◆ **PROVIDED MATERIAL**:
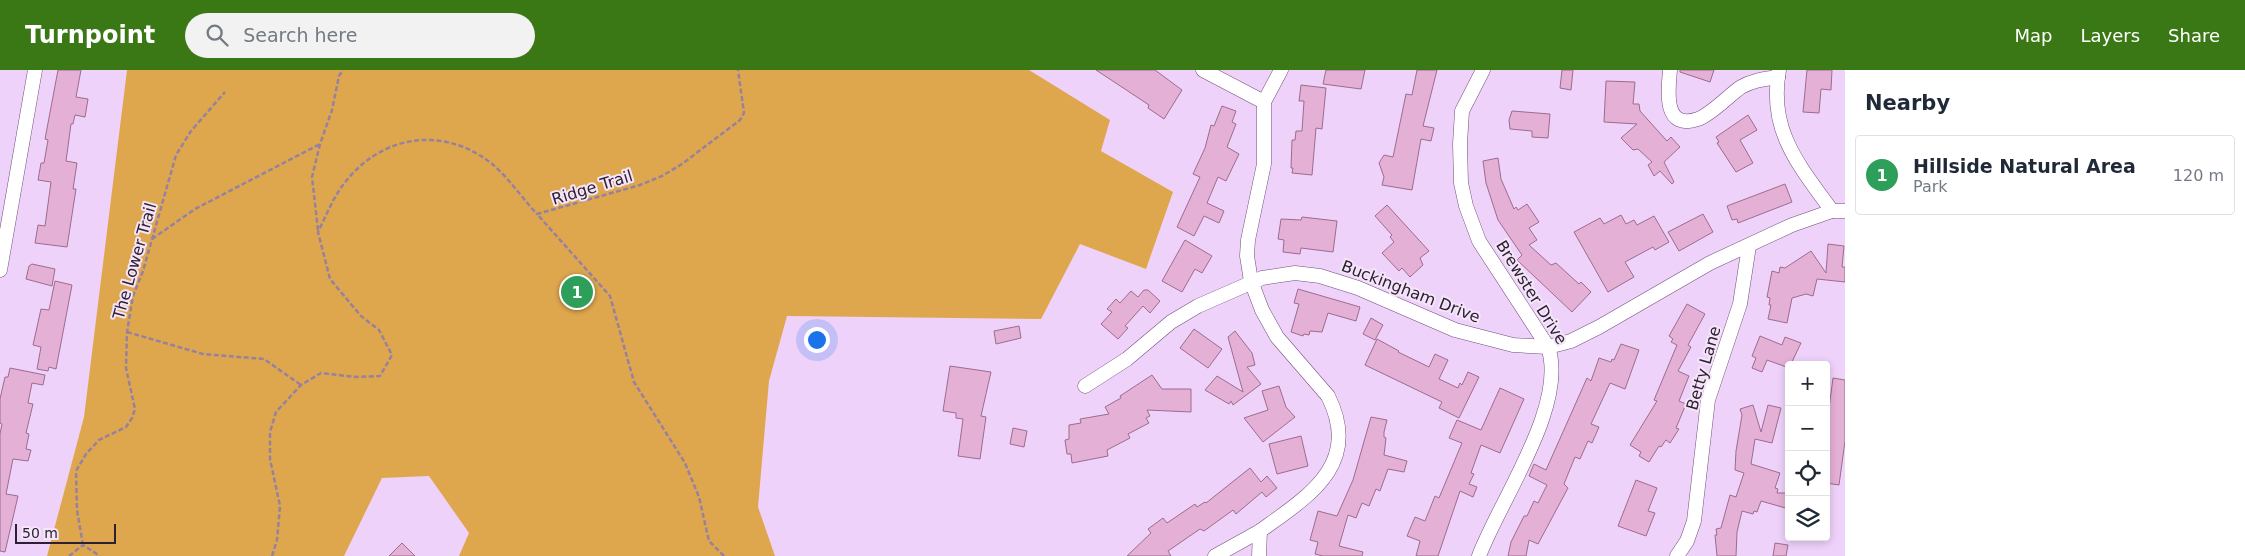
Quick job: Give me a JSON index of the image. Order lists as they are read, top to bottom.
{
  "streets": {
    "street": ["Buckingham Drive", "Brewster Drive", "Betty Lane"],
    "path": ["Ridge Trail", "The Lower Trail"]
  },
  "crossings": [
    ["Buckingham Drive", "Brewster Drive"],
    ["Buckingham Drive", "Betty Lane"]
  ],
  "scale_bar": "50 m",
  "page": {
    "header": "Turnpoint",
    "search": "Search here",
    "nav": ["Map", "Layers", "Share"],
    "heading": "Nearby",
    "list": [
      {
        "mark": "1",
        "name": "Hillside Natural Area",
        "note": "Park",
        "value": "120 m"
      }
    ],
    "pins": "1",
    "map_buttons": ["+", "−"],
    "scale": "50 m"
  }
}
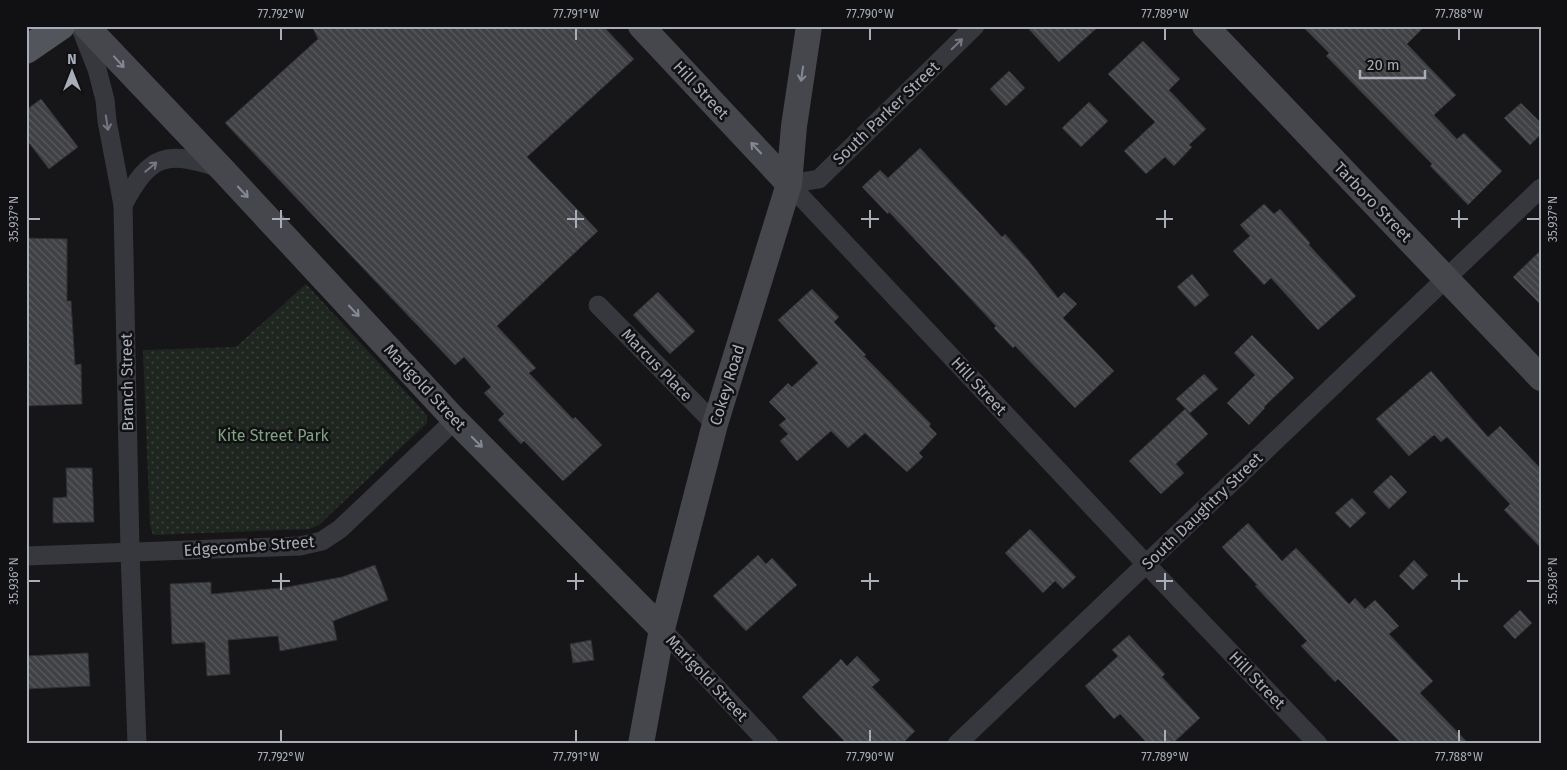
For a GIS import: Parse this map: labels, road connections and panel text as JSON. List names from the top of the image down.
{
  "streets": {
    "street": [
      "Hill Street",
      "South Parker Street",
      "Tarboro Street",
      "Marcus Place",
      "Branch Street",
      "Cokey Road",
      "Marigold Street",
      "South Daughtry Street",
      "Edgecombe Street"
    ]
  },
  "crossings": [
    ["Hill Street", "South Parker Street"],
    ["Hill Street", "Cokey Road"],
    ["Hill Street", "South Daughtry Street"],
    ["South Parker Street", "Cokey Road"],
    ["Tarboro Street", "South Daughtry Street"],
    ["Marcus Place", "Cokey Road"],
    ["Branch Street", "Edgecombe Street"],
    ["Cokey Road", "Marigold Street"],
    ["Marigold Street", "Edgecombe Street"]
  ],
  "one_way": ["South Parker Street", "Marigold Street"],
  "parks": ["Kite Street Park"],
  "scale_bar": "20 m",
  "north": "top",
  "coordinates": [
    "77.792°W",
    "77.791°W",
    "77.790°W",
    "77.789°W",
    "77.788°W",
    "35.937°N",
    "35.936°N"
  ]
}
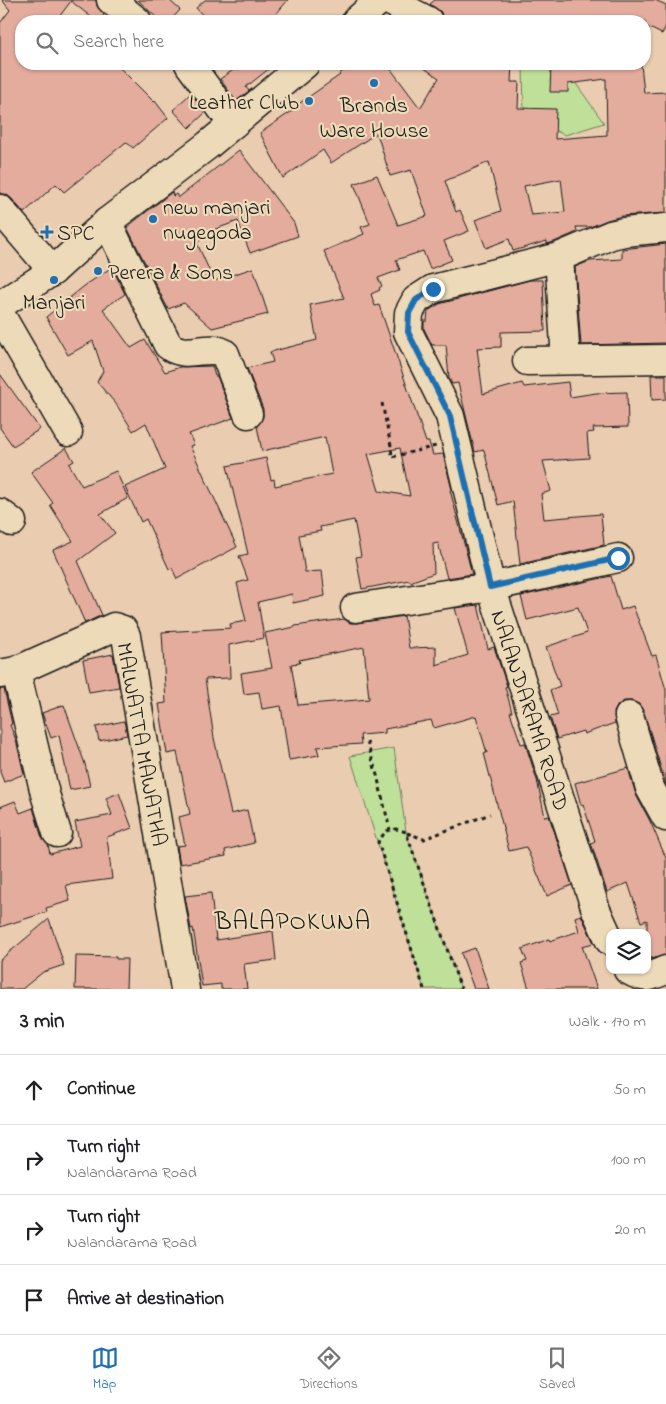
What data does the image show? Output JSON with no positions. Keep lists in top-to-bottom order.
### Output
{
  "streets": {
    "street": ["NALANDARAMA ROAD", "MALWATTA MAWATHA"]
  },
  "districts": ["BALAPOKUNA"],
  "places": {
    "other": [
      "Brands Ware House",
      "Leather Club",
      "new manjari nugegoda",
      "Perera & Sons",
      "Manjari"
    ],
    "health": ["SPC"]
  },
  "page": {
    "search": "Search here",
    "heading": ["3 min", "Walk · 170 m"],
    "list": [
      ["Continue", "50 m"],
      ["Turn right", "Nalandarama Road", "100 m"],
      ["Turn right", "Nalandarama Road", "20 m"],
      "Arrive at destination"
    ],
    "nav": ["Map", "Directions", "Saved"]
  }
}
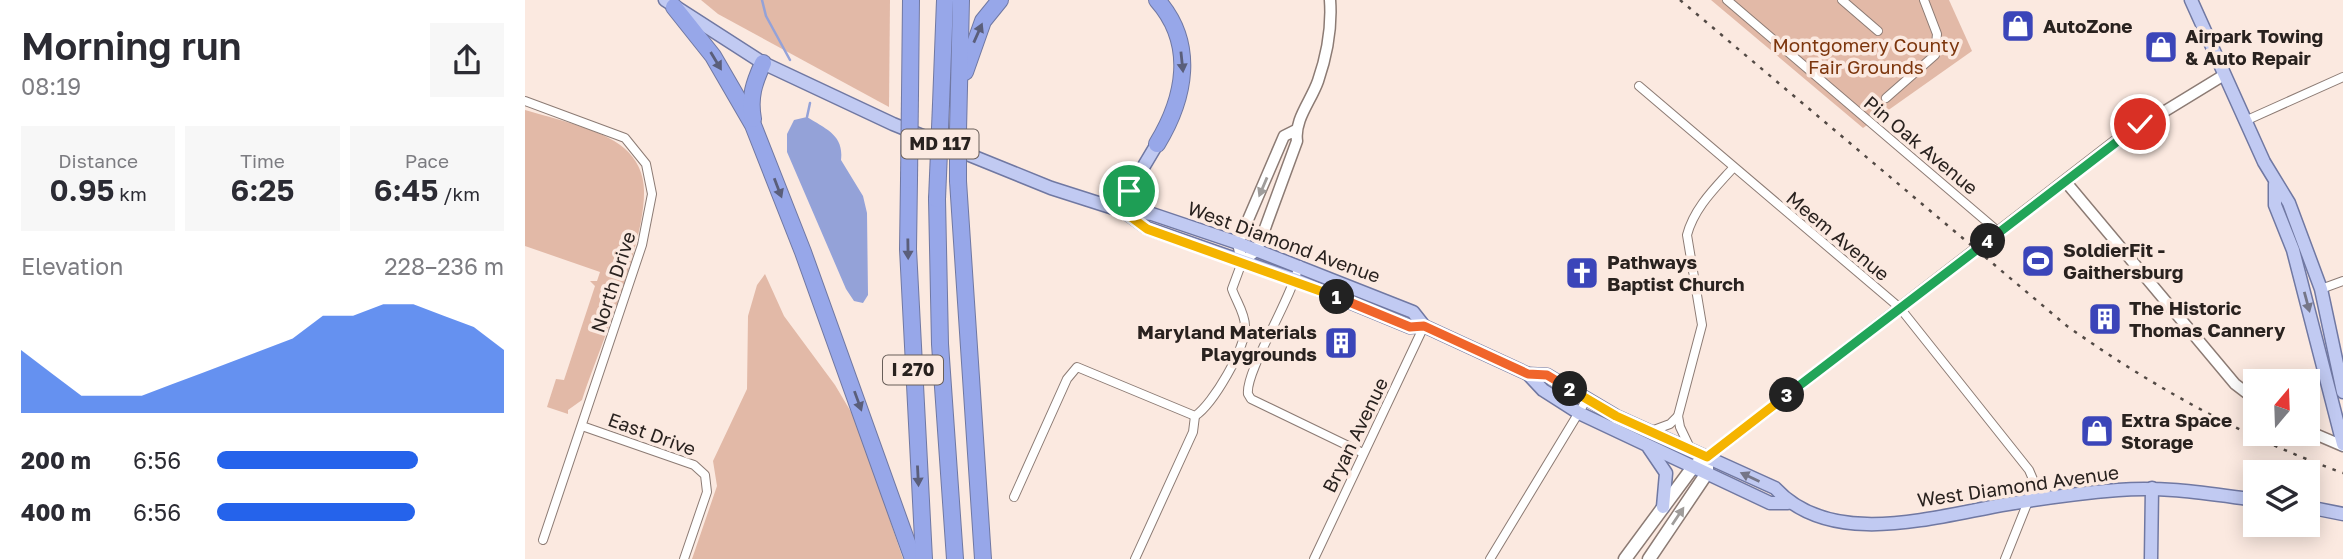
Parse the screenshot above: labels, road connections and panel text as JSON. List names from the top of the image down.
{
  "streets": {
    "highway": ["I 270"],
    "main road": ["MD 117", "West Diamond Avenue"],
    "street": [
      "Pin Oak Avenue",
      "Meem Avenue",
      "North Drive",
      "East Drive",
      "Bryan Avenue"
    ]
  },
  "crossings": [
    ["Meem Avenue", "West Diamond Avenue"],
    ["West Diamond Avenue", "Bryan Avenue"],
    ["North Drive", "East Drive"]
  ],
  "parks": ["Montgomery County Fair Grounds"],
  "places": {
    "shop": ["AutoZone", "Airpark Towing & Auto Repair", "Extra Space Storage"],
    "sports": ["SoldierFit - Gaithersburg"],
    "church": ["Pathways Baptist Church"],
    "building": ["The Historic Thomas Cannery", "Maryland Materials Playgrounds"]
  },
  "north": "top",
  "page": {
    "heading": ["Morning run", "08:19"],
    "stats": [
      ["Distance", "0.95 km"],
      ["Time", "6:25"],
      ["Pace", "6:45 /km"]
    ],
    "pins": [
      "4",
      "1",
      "2",
      "3"
    ],
    "chart": ["Elevation", "228–236 m"],
    "list": [
      {
        "name": "200 m",
        "note": "6:56"
      },
      {
        "name": "400 m",
        "note": "6:56"
      }
    ]
  }
}
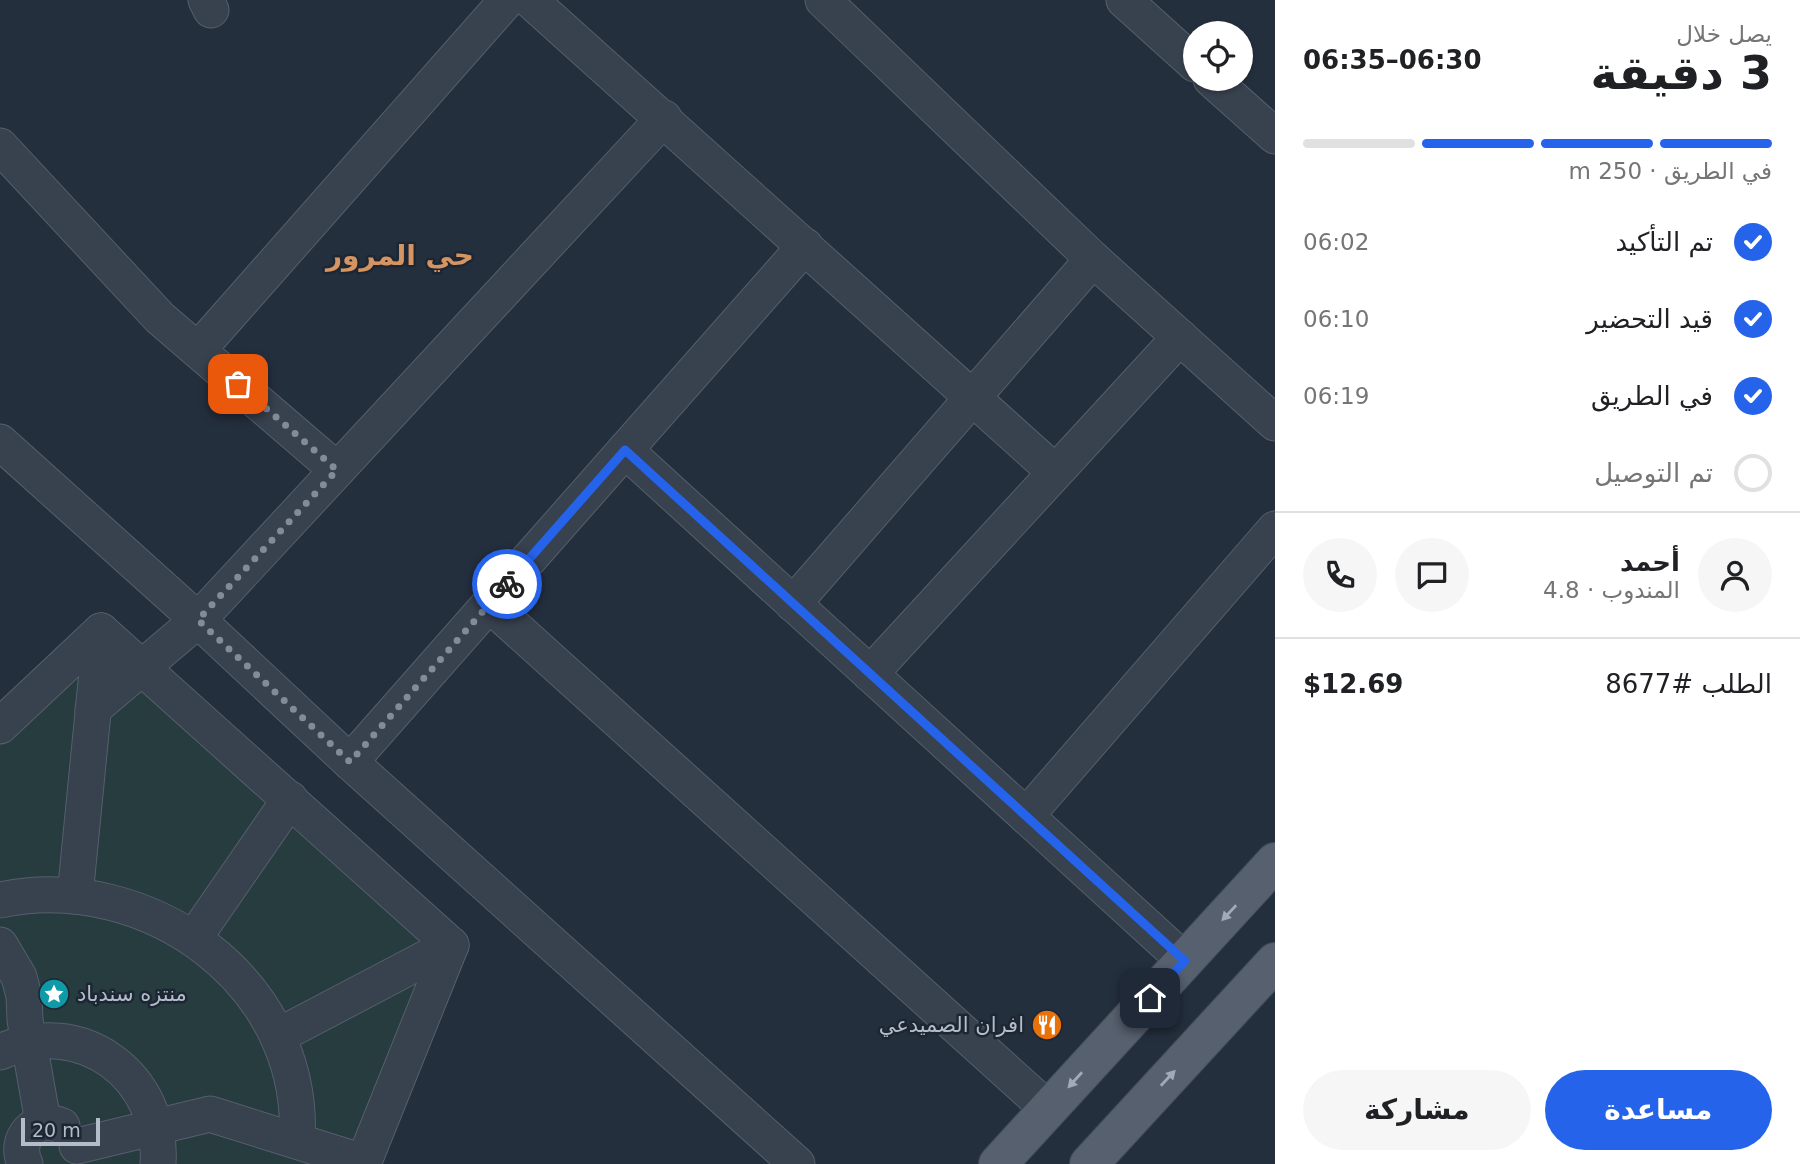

◆ **WHAT YOU HAVE TO DO**: Read the entries and pick out all lines that include the word "text".

◆ **ANSWER FOR THIS EXERCISE**:
For a GIS import: Parse this map: labels, road connections and panel text as JSON. List names from the top of the image down.
Parse the screenshot above: labels, road connections and panel text as JSON. List names from the top of the image down.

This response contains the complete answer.